È determinato, il Signore Gesù, perché vuole difendere quanto ha scoperto, quanto ha scoperto nel cuore, vuole adempiere a quella che considera la sua missione. Se questa è la sua vita, poco gli importa di morire per difendere quello che di più prezioso. Quindi, conclude, chi vuole essere suo discepolo deve essere disposto, come lui, a salire sulla croce, affrontando onta e vergogna, disposto a rinunciare all’approvazione degli altri piuttosto che a Dio.
Questo è il significato dell’invito di Gesù a prendere la croce: quello di entrare nella logica del dono totale di sé, dello spendere la vita per il Regno. Perciò Dio non manda le croci, non mette alla prova i suoi figli inviando disgrazie e iatture. Perché dovrebbe? Per rinforzare la nostra piccola fede con il dolore? Ma nel dolore, quasi sempre, la fede la perdiamo, non la rinforziamo! Dio non manda le croci, non dà uno scorpione al figlio che gli chiede un uovo! La vita, gli altri, i nostri pensieri ci crocifiggono, non Dio.

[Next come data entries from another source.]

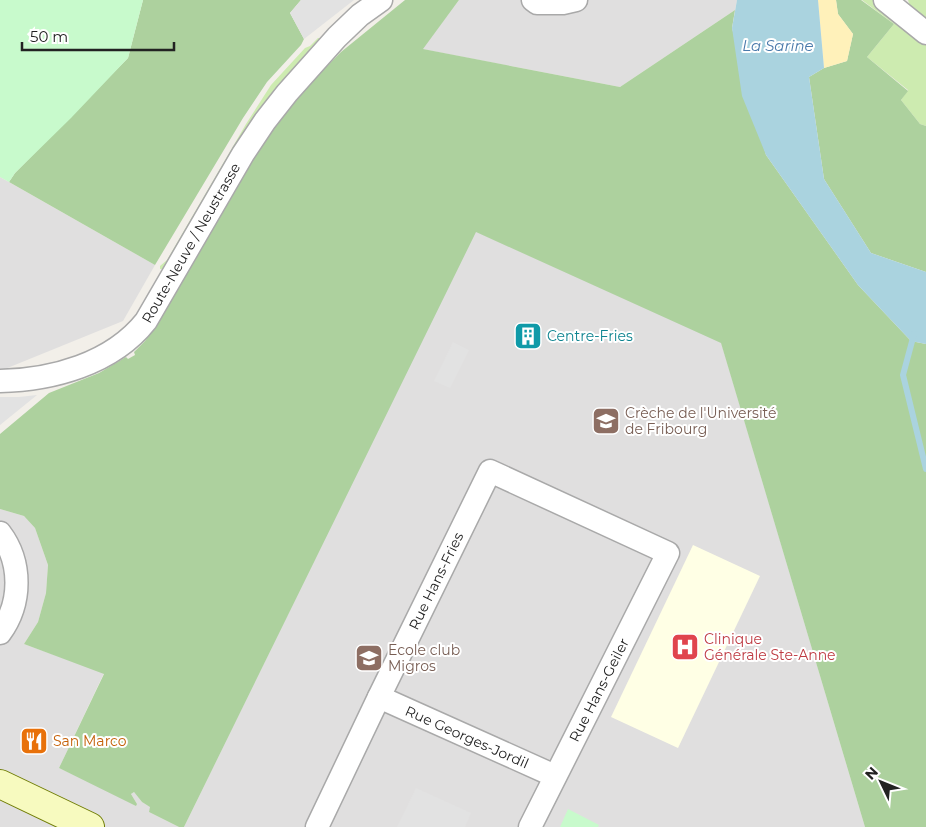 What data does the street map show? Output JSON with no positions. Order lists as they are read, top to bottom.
{
  "streets": {
    "street": [
      "Route-Neuve / Neustrasse",
      "Rue Hans-Fries",
      "Rue Hans-Geiler",
      "Rue Georges-Jordil"
    ]
  },
  "crossings": [
    ["Rue Hans-Fries", "Rue Hans-Geiler"],
    ["Rue Hans-Fries", "Rue Georges-Jordil"],
    ["Rue Hans-Geiler", "Rue Georges-Jordil"]
  ],
  "water": ["La Sarine"],
  "places": {
    "building": ["Centre-Fries"],
    "school or university": ["Crèche de l'Université de Fribourg", "Ecole club Migros"],
    "hospital": ["Clinique Générale Ste-Anne"],
    "restaurant": ["San Marco"]
  },
  "scale_bar": "50 m",
  "north": "top left"
} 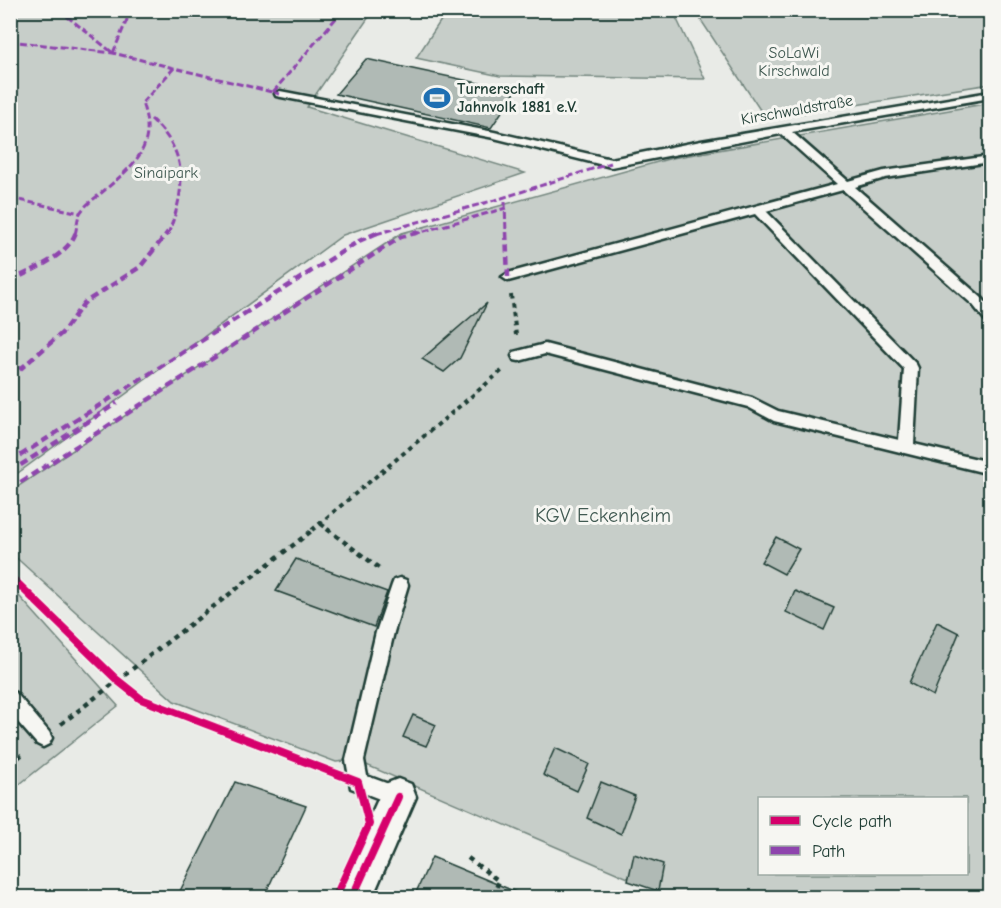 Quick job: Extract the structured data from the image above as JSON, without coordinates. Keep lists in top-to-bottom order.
{
  "streets": {
    "lane": ["Kirschwaldstraße"]
  },
  "parks": ["SoLaWi Kirschwald", "Sinaipark", "KGV Eckenheim"],
  "places": {
    "sports": ["Turnerschaft Jahnvolk 1881 e.V."]
  },
  "legend": ["Cycle path", "Path"]
} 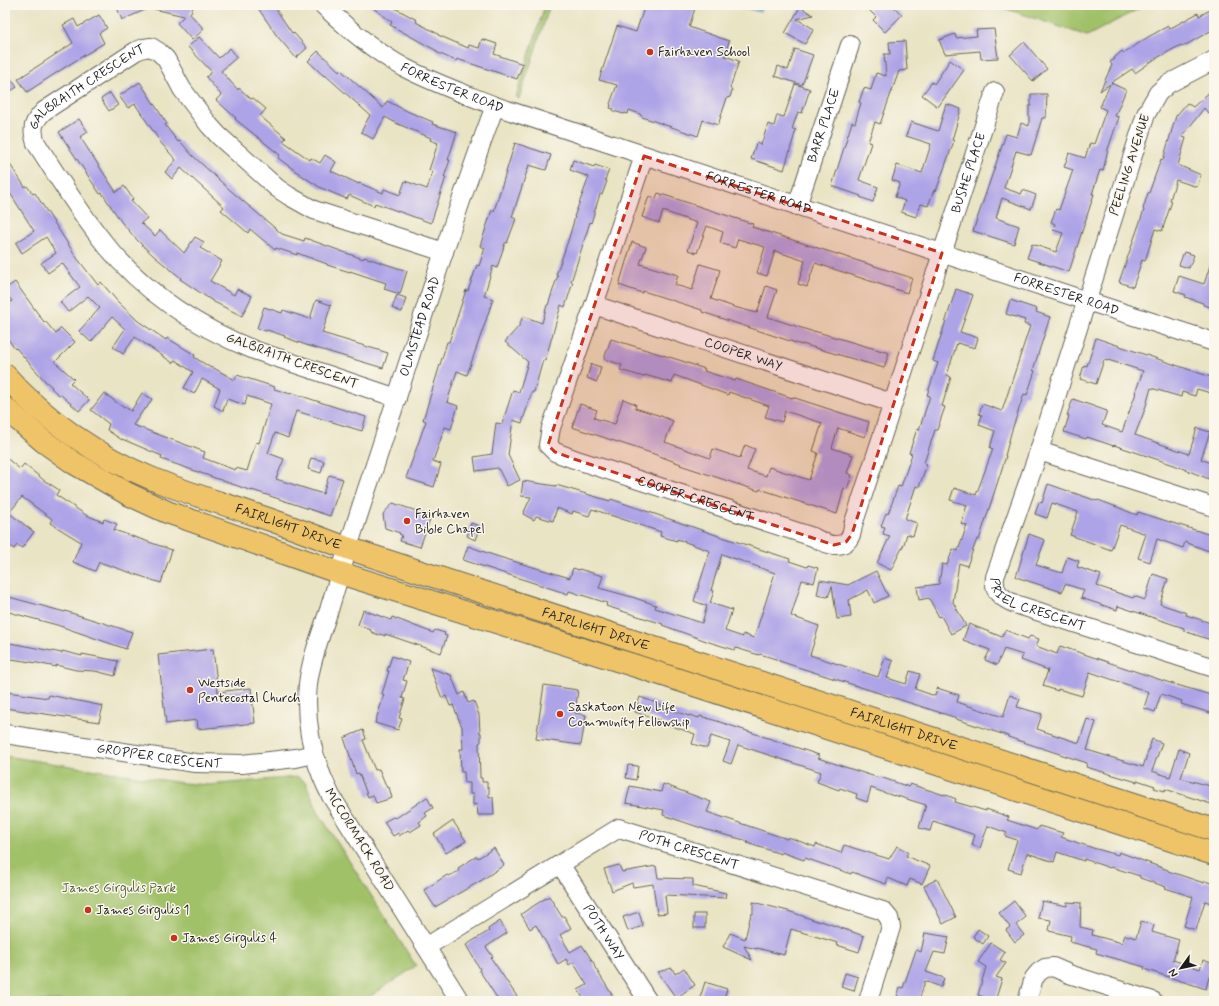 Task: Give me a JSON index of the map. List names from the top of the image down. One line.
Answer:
{"streets":{"main road":["FAIRLIGHT DRIVE"],"street":["FORRESTER ROAD","GALBRAITH CRESCENT","BARR PLACE","PEELING AVENUE","BUSHE PLACE","OLMSTEAD ROAD","COOPER WAY","COOPER CRESCENT","PRIEL CRESCENT","GROPPER CRESCENT","MCCORMACK ROAD","POTH CRESCENT","POTH WAY"]},"crossings":[["FORRESTER ROAD","BARR PLACE"],["FORRESTER ROAD","PEELING AVENUE"],["FORRESTER ROAD","BUSHE PLACE"],["FORRESTER ROAD","OLMSTEAD ROAD"],["FORRESTER ROAD","COOPER CRESCENT"],["FORRESTER ROAD","PRIEL CRESCENT"],["GALBRAITH CRESCENT","OLMSTEAD ROAD"],["PEELING AVENUE","PRIEL CRESCENT"],["BUSHE PLACE","COOPER CRESCENT"],["OLMSTEAD ROAD","FAIRLIGHT DRIVE"],["OLMSTEAD ROAD","MCCORMACK ROAD"],["COOPER WAY","COOPER CRESCENT"],["FAIRLIGHT DRIVE","MCCORMACK ROAD"],["GROPPER CRESCENT","MCCORMACK ROAD"],["MCCORMACK ROAD","POTH CRESCENT"],["POTH CRESCENT","POTH WAY"]],"parks":["James Girgulis Park"],"places":["Fairhaven School","Fairhaven Bible Chapel","Westside Pentecostal Church","Saskatoon New Life Community Fellowship","James Girgulis 1","James Girgulis 4"],"north":"bottom left"} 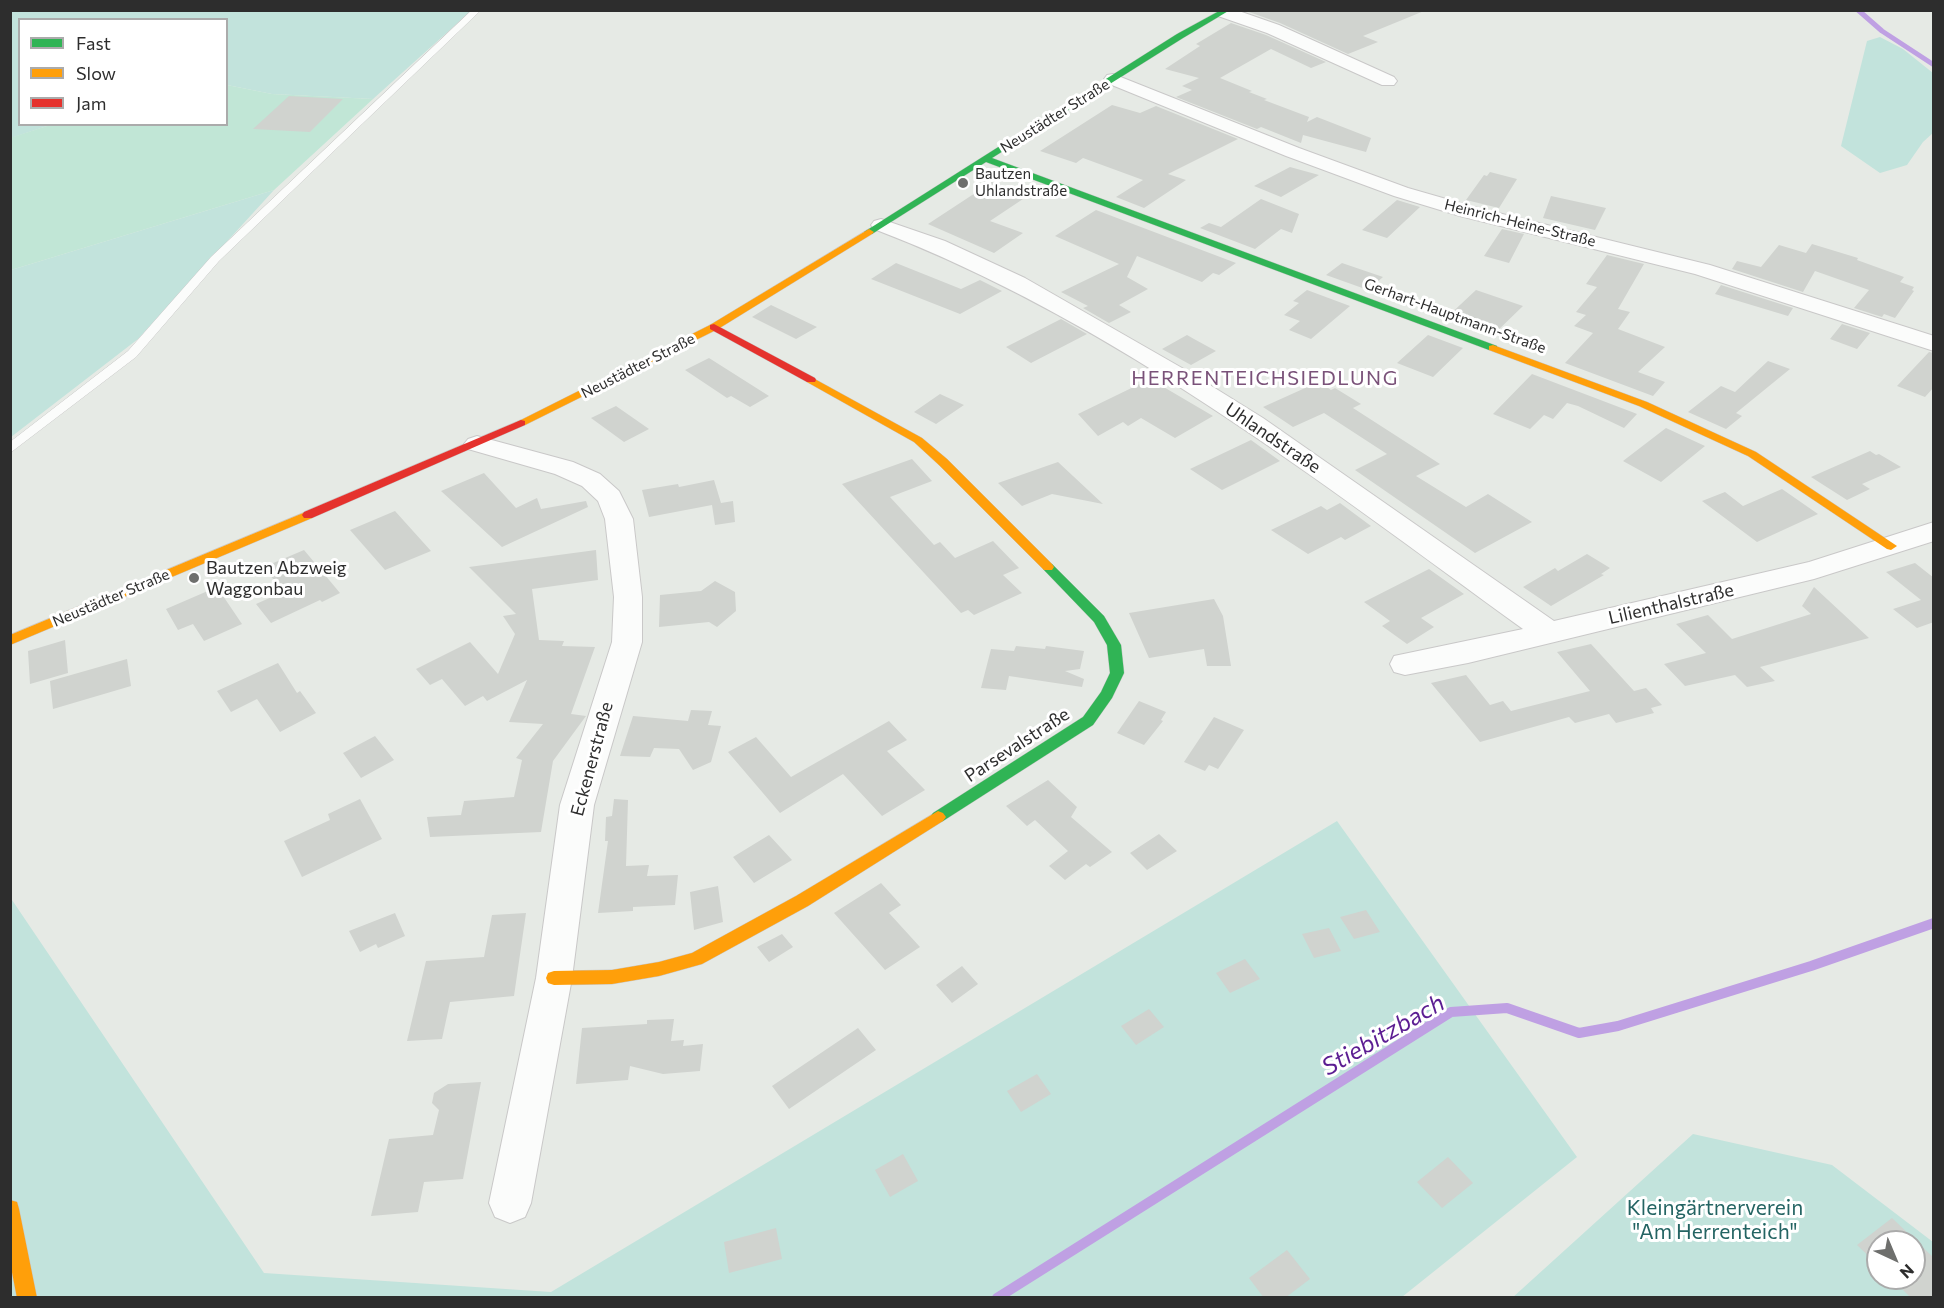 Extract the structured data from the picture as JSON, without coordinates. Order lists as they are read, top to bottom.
{
  "streets": {
    "street": [
      "Neustädter Straße",
      "Heinrich-Heine-Straße",
      "Gerhart-Hauptmann-Straße",
      "Uhlandstraße",
      "Lilienthalstraße",
      "Parsevalstraße",
      "Eckenerstraße"
    ]
  },
  "crossings": [
    ["Neustädter Straße", "Heinrich-Heine-Straße"],
    ["Neustädter Straße", "Gerhart-Hauptmann-Straße"],
    ["Neustädter Straße", "Uhlandstraße"],
    ["Neustädter Straße", "Parsevalstraße"],
    ["Neustädter Straße", "Eckenerstraße"],
    ["Gerhart-Hauptmann-Straße", "Lilienthalstraße"],
    ["Uhlandstraße", "Lilienthalstraße"],
    ["Parsevalstraße", "Eckenerstraße"]
  ],
  "districts": ["HERRENTEICHSIEDLUNG"],
  "water": ["Stiebitzbach"],
  "parks": ["Kleingärtnerverein \"Am Herrenteich\""],
  "places": ["Bautzen Uhlandstraße", "Bautzen Abzweig Waggonbau"],
  "legend": ["Fast", "Slow", "Jam"],
  "north": "bottom right"
}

Chi rifiuta il suo volto è disposto a crocefiggere i discepoli del Nazareno, non certo il Padre. Portare la croce significa, insomma, essere disposti a testimoniare Gesù fino in fondo. Niente prove da superare o dolori da sopportare, quindi, niente esaltazione del dolore, niente del genere. Se vogliamo seguire il Maestro sappiamo fin d’ora quanta determinazione e tenacia ci sono chieste, perché, scoprendoci amati, abbiamo deciso di amare sempre e in ogni condizione, anche quando il gioco si fa duro, come ha saputo fare il Signore.